Italian poet and art critic

Leonardo Sinisgalli (1908–1981) was an Italian poet and art critic active from the 1930s to the 1970s.

Sinisgalli was born in Montemurro, Basilicata. His early education and career led to him being called the "engineer poet".

In 1925, Sinisgalli moved to Rome where he studied engineering and mathematics. After completing his engineering degree in 1932, he moved to Milan where he worked as an architect and graphic artist. He was a close friend of the poet Giuseppe Ungaretti and painter Scipione. He worked at Milan for architecture and graphic design projects.

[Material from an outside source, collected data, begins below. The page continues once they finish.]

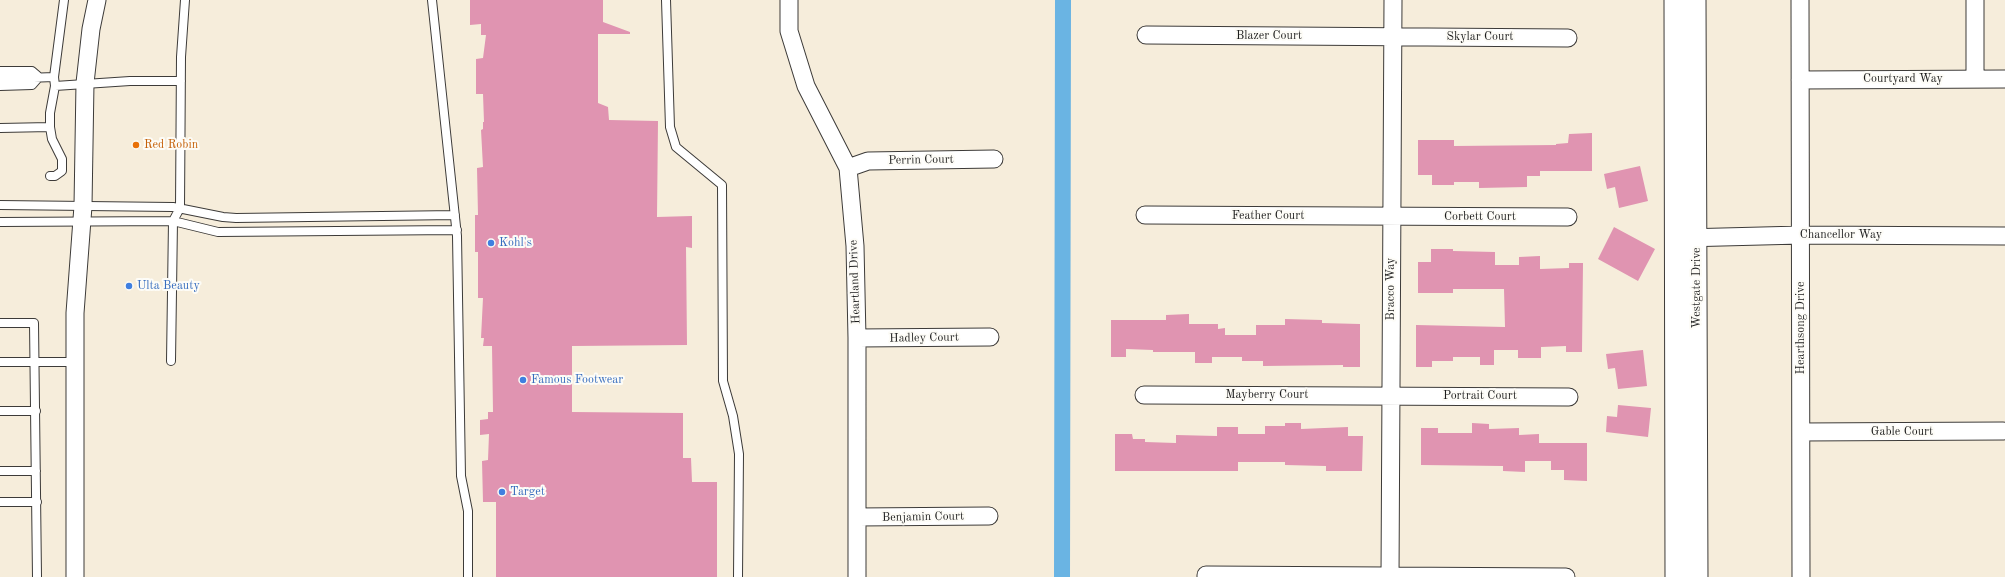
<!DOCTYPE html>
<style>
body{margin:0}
canvas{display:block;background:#f6eddb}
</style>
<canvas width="2005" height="577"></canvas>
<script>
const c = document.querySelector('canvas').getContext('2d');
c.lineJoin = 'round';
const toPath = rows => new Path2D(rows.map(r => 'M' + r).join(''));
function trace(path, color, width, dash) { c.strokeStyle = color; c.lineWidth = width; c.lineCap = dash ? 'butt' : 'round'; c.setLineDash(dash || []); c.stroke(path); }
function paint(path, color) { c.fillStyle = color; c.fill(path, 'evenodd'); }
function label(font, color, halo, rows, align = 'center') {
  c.font = font + ' "Old Standard TT",serif'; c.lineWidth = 4; c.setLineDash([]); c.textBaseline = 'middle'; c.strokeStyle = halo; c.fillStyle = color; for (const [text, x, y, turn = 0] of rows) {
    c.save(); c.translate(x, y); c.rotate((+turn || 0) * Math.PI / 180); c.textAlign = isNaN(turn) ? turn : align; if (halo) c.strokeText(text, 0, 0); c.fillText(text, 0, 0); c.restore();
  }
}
const canal = toPath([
 [1062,577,1063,0]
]);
const building = toPath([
 [470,0,603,0,603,22,630,32,630,34,598,34,598,103,608,107,609,120,658,121,657,217,692,216,692,248,686,247,687,345,572,346,572,412,683,413,683,458,691,458,692,482,717,482,717,577,496,577,496,502,483,502,482,461,488,460,489,434,480,435,480,420,488,419,488,412,493,412,492,346,483,346,484,338,481,338,483,298,478,298,478,252,475,252,475,215,478,215,477,168,483,167,481,130,483,129,483,122,484,122,483,94,476,94,476,59,483,58,486,35,481,35,481,24,470,25],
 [1592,133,1592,171,1540,171,1540,176,1527,176,1527,187,1479,188,1479,182,1454,182,1454,185,1432,185,1432,175,1418,175,1418,140,1454,140,1454,146,1556,145,1556,144,1568,143,1569,134],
 [1640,166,1648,201,1619,208,1615,187,1607,189,1604,174],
 [1614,227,1655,249,1638,281,1598,259],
 [1431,249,1453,249,1453,251,1495,252,1495,265,1519,265,1519,257,1540,256,1540,269,1569,268,1569,263,1583,263,1582,352,1566,352,1566,346,1541,347,1541,358,1518,358,1518,350,1494,350,1494,365,1480,365,1480,357,1453,357,1453,361,1432,361,1432,367,1416,367,1416,325,1505,327,1504,289,1453,289,1453,293,1418,293,1418,262,1431,262],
 [1189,314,1189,324,1218,324,1218,329,1225,328,1225,335,1256,335,1256,325,1285,325,1285,319,1322,320,1322,323,1360,324,1360,367,1343,367,1343,365,1263,366,1263,361,1242,361,1242,357,1212,357,1212,363,1195,363,1195,352,1153,352,1153,350,1126,349,1126,357,1111,357,1111,320,1166,320,1166,315],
 [1643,350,1647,386,1618,389,1615,368,1608,369,1606,354],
 [1618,405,1651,408,1648,437,1606,432,1607,416,1617,417],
 [1285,423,1301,423,1301,429,1348,427,1348,436,1363,436,1362,471,1326,471,1326,466,1285,465,1285,462,1238,462,1238,471,1115,471,1115,434,1132,434,1133,439,1145,439,1145,442,1176,443,1176,435,1217,436,1217,427,1238,427,1238,434,1265,434,1265,426,1285,426],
 [1472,423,1489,424,1489,429,1519,428,1519,435,1539,434,1539,443,1587,443,1587,481,1564,480,1564,470,1551,470,1551,461,1525,461,1525,472,1503,471,1503,466,1421,465,1421,428,1438,428,1438,433,1472,433]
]);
const service = toPath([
 [64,0,54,77,55,86,130,81,181,81],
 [432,0,457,236,461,476,468,511,468,577],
 [666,0,670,127,676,147,722,185,723,381,733,416,739,454,738,577],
 [0,71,32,71,39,77,32,85,0,86],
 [0,79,54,77],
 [0,128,50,127],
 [50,176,55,176,62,171,62,159,52,139,50,127,50,113,55,86],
 [0,205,173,207,223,217,236,218,455,215],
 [0,222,173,221,218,232,457,230],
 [0,323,34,323,37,577],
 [171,361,173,221,180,208,181,57,185,0],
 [0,362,75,362],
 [0,411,36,411],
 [0,471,36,471],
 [0,502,37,502]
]);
const minor = toPath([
 [789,0,789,31,806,86,848,168,855,246,857,338,857,577],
 [1800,0,1801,577],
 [1975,0,1975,79],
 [1146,35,1568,38],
 [1800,80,2005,79],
 [848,168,868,161,994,159],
 [1145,215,1568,217],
 [1683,238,1801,235,2005,236],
 [857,338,990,337],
 [1144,395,1569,397],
 [1801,432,2003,431],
 [857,517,989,516],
 [75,577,75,313,83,206,85,83,91,29,97,0],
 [1206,577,1206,575,1566,577],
 [1390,577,1393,0]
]);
const tertiary = toPath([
 [1675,0,1676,577],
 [1695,0,1697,577]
]);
const markers = [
 [136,145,4,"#e8710a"],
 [491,243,4,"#3f7fe0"],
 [129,286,4,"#3f7fe0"],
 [523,380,4,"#3f7fe0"],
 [502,492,4,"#3f7fe0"]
];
const streetNames = [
 ["Blazer Court",1269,36],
 ["Skylar Court",1480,37],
 ["Courtyard Way",1903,79],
 ["Perrin Court",921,160,-1],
 ["Feather Court",1268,216],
 ["Corbett Court",1480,217],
 ["Chancellor Way",1841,235],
 ["Heartland Drive",855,282,-92],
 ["Westgate Drive",1697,288,-90],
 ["Bracco Way",1391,289,-90],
 ["Hearthsong Drive",1801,328,-90],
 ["Hadley Court",924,338,-1],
 ["Mayberry Court",1267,395],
 ["Portrait Court",1480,396],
 ["Gable Court",1902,432],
 ["Benjamin Court",923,517,-1]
];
const foodNames = [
 ["Red Robin",144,145]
];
const shopNames = [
 ["Kohl's",499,243],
 ["Ulta Beauty",137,286],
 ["Famous Footwear",531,380],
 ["Target",510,492]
];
trace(canal, '#6ab4e3', 16);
paint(building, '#e094b1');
trace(service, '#3d3b39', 10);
trace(minor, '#3d3b39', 19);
trace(tertiary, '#3d3b39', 23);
trace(service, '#fff', 8);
trace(minor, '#fff', 17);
trace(tertiary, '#fff', 21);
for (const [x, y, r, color] of markers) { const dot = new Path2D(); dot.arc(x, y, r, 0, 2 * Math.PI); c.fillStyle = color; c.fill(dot); trace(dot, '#fdfcf7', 1.5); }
label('12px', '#1c1c1c', '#fdfcf7', streetNames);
label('12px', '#c56008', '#fdfcf7', foodNames, 'left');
label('12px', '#366cbe', '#fdfcf7', shopNames, 'left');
</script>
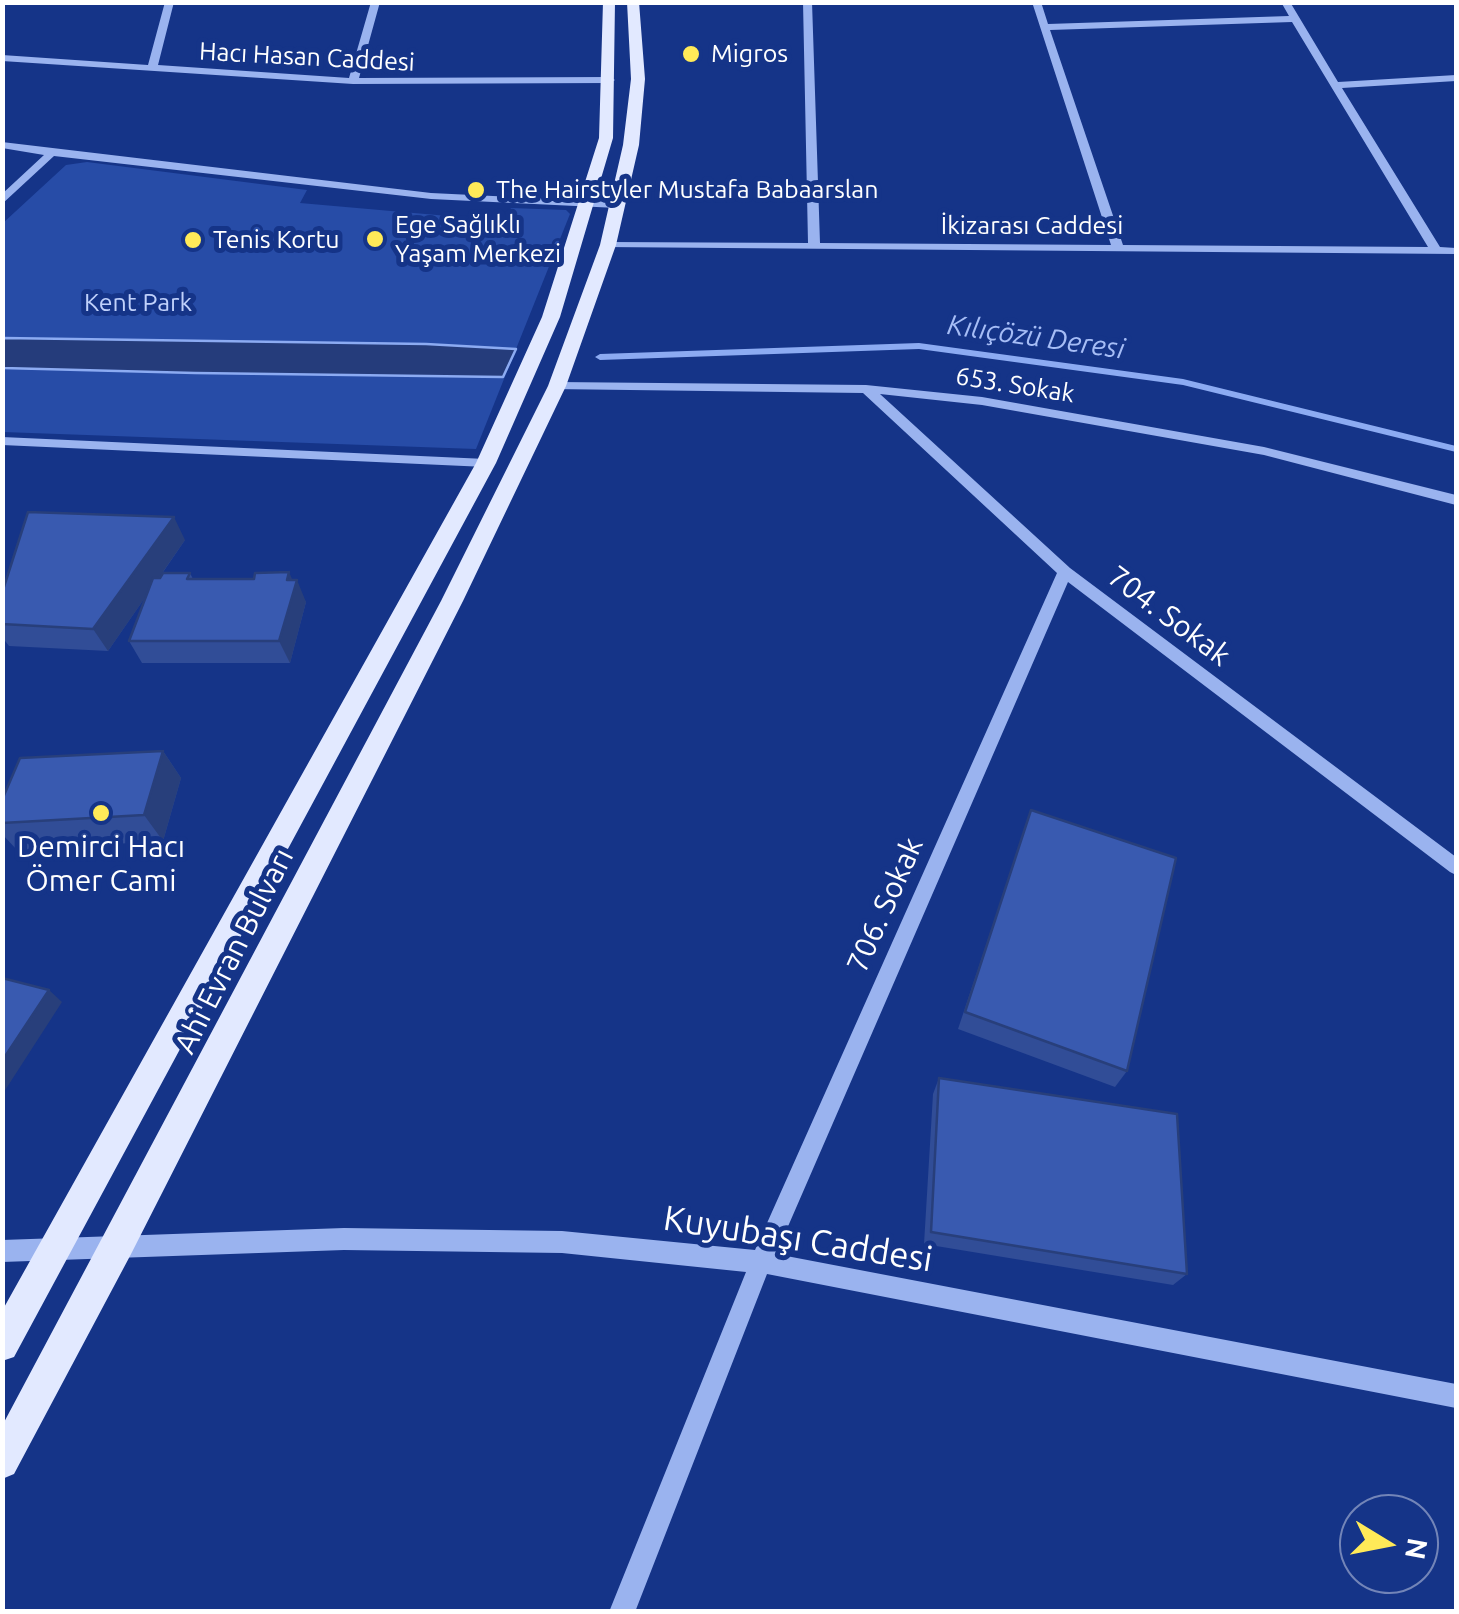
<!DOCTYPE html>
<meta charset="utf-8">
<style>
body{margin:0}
#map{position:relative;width:1459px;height:1614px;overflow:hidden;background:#153488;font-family:Ubuntu,sans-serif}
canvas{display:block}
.frame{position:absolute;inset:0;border:5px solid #fff;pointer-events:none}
.north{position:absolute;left:1339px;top:1494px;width:100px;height:100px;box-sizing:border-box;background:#153488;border:2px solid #7385b8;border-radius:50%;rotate:100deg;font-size:28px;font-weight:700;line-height:40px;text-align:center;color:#fff}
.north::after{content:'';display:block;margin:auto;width:35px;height:45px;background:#ffea58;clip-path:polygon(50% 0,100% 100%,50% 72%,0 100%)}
</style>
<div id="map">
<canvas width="1459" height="1614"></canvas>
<div class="frame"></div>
<div class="north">N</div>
</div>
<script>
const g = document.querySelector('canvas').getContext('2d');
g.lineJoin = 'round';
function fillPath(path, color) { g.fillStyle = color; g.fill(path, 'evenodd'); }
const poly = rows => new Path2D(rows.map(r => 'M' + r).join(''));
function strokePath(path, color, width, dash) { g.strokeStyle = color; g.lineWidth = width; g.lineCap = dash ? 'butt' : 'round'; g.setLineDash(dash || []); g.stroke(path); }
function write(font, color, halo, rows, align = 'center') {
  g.font = font + ' Ubuntu,sans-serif'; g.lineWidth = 10; g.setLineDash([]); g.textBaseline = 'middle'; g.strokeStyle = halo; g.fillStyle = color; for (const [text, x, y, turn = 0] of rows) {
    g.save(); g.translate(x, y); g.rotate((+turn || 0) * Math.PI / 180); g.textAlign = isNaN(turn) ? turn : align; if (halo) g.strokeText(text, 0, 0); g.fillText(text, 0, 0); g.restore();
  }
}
const green = poly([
 [87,162,307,190,300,203,505,221,511,208,566,210,570,214,476,449,3,432,3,223,66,165]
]);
const water = poly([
 [3,338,426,344,516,349,503,377,195,373,3,368,3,338]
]);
const stream = poly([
 [919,343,1183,379,1456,446,1456,452,1183,385,919,349,600,360,595,357,600,354,919,343]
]);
const minor = poly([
 [165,2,174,2,158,65,349,78,371,2,380,2,359,78,610,77,615,80,610,83,353,84,2,61,2,55,148,65,165,2],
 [803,2,812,2,820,243,1111,245,1032,2,1041,2,1048,24,1289,16,1281,2,1290,2,1338,82,1456,75,1456,81,1342,88,1440,247,1456,248,1456,254,604,247,602,245,608,242,808,243,803,2],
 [1292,22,1428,247,1123,245,1050,30,1292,22],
 [2,142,431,193,617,202,623,205,617,208,431,199,54,156,2,204,2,194,44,155,2,148,2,142],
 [557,382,866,385,982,397,1264,447,1456,495,1456,505,1264,455,982,405,880,394,1070,568,1456,857,1456,875,1450,872,1068,582,776,1254,1456,1384,1456,1408,767,1274,635,1612,609,1612,746,1272,562,1253,344,1250,2,1262,2,1240,344,1228,562,1231,755,1250,1057,573,863,393,552,389,550,386,557,382],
 [2,437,486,459,493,463,486,467,2,445,2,437]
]);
const major = poly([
 [603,2,615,2,613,138,560,317,496,463,14,1357,2,1361,2,1311,476,463,542,317,599,138,603,2],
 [627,2,639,2,645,79,639,145,616,245,566,386,463,601,130,1256,14,1474,2,1479,2,1426,441,601,548,386,600,245,623,145,631,79,627,2]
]);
const wall = poly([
 [185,540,159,578,190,573,193,579,292,580,306,602,290,663,142,663,129,641,146,596,108,651,9,646,2,637,2,593],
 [163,751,181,778,163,841,17,850,2,834,2,800],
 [1031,810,1127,1071,1115,1087,958,1029],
 [939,1078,1187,1274,1173,1285,924,1244,933,1094]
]);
const shadedWall = poly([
 [174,517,185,540,108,651,93,629],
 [289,572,295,586,297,580,306,602,290,663,279,641],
 [163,751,181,778,163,841,144,815],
 [49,990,62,1002,2,1095,2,1061]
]);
const building = poly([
 [28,512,174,517,93,629,2,624,2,593,28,512],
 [289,572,287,580,297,580,279,641,129,641,153,578,160,578,163,573,190,573,187,579,254,579,255,573,289,572],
 [163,751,144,815,2,823,2,800,20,758,163,751],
 [1031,810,1176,858,1127,1071,965,1012,1031,810],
 [2,978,49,990,2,1061,2,978],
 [939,1078,1177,1114,1187,1274,931,1232,939,1078]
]);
const markers = [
 [691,54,10,"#ffea58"],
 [476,190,10,"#ffea58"],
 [375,239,10,"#ffea58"],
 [193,240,10,"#ffea58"],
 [101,813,10,"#ffea58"]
];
const farPoinames = [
 ["Migros",711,54],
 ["The Hairstyler Mustafa Babaarslan",496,190],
 ["Ege Sağlıklı",395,225],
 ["Yaşam Merkezi",395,254],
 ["Tenis Kortu",213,240]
];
const farStreetnames = [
 ["Hacı Hasan Caddesi",307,57,3],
 ["İkizarası Caddesi",1032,226],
 ["653. Sokak",1015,385,9]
];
const farParknames = [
 ["Kent Park",138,303]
];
const farWaternames = [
 ["Kılıçözü Deresi",1036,337,8]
];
const streetNames = [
 ["704. Sokak",1169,616,37],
 ["706. Sokak",885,905,-66],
 ["Ahi Evran Bulvarı",234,951,-63]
];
const poiNames = [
 ["Demirci Hacı",101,847],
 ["Ömer Cami",101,881]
];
const nearStreetnames = [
 ["Kuyubaşı Caddesi",798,1239,9]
];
fillPath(green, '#274ca7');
fillPath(water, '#253c7b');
strokePath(water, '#8cabf2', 2.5);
fillPath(stream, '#8cabf2');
fillPath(minor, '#9ab3ef');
fillPath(major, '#e2e9ff');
fillPath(wall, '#314d97');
fillPath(shadedWall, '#283f7b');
fillPath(building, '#395ab0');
strokePath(building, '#283f7b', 2.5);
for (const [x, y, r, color] of markers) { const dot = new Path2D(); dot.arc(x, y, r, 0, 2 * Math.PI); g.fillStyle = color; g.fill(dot); strokePath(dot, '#153488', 4); }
write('25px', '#fff', '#153488', farPoinames, 'left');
write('25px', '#fff', '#153488', farStreetnames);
write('25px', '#c0d1fb', '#153488', farParknames);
write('italic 28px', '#a6bdf6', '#153488', farWaternames);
write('30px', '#fff', '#153488', streetNames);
write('30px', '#fff', '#153488', poiNames);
write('35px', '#fff', '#153488', nearStreetnames);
</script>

Sinisgalli's early collections such as Cuore (1927), 18 poesie (1936), Campi Elisi (1939) focused on themes from ancestral southern Italian myths. Later he explored a more relaxed style in I nuovi Campi Elisi (1947), La vigna vecchia (1952), L'età della luna (1962), Il passero e il lebbroso (1970), Mosche in bottiglia (1975) and Dimenticatoio (1978). He authored prose that analyzed the conflicts of existentialism and realism such as Fiori pari, fiori dispari (1945) and Belliboschi (1948). He also explored the scientific culture of the day in Furor mathematicus (1944) and Horror vacui (1945).

Sinisgalli founded and managed the magazine Civiltà delle Macchine (1953–1959), and was a member of the Scuola Romana. He also created two documentaries which consecutively won the Biennale di Venezia awards and edited radio broadcasting programmes.

He died in Rome in 1981.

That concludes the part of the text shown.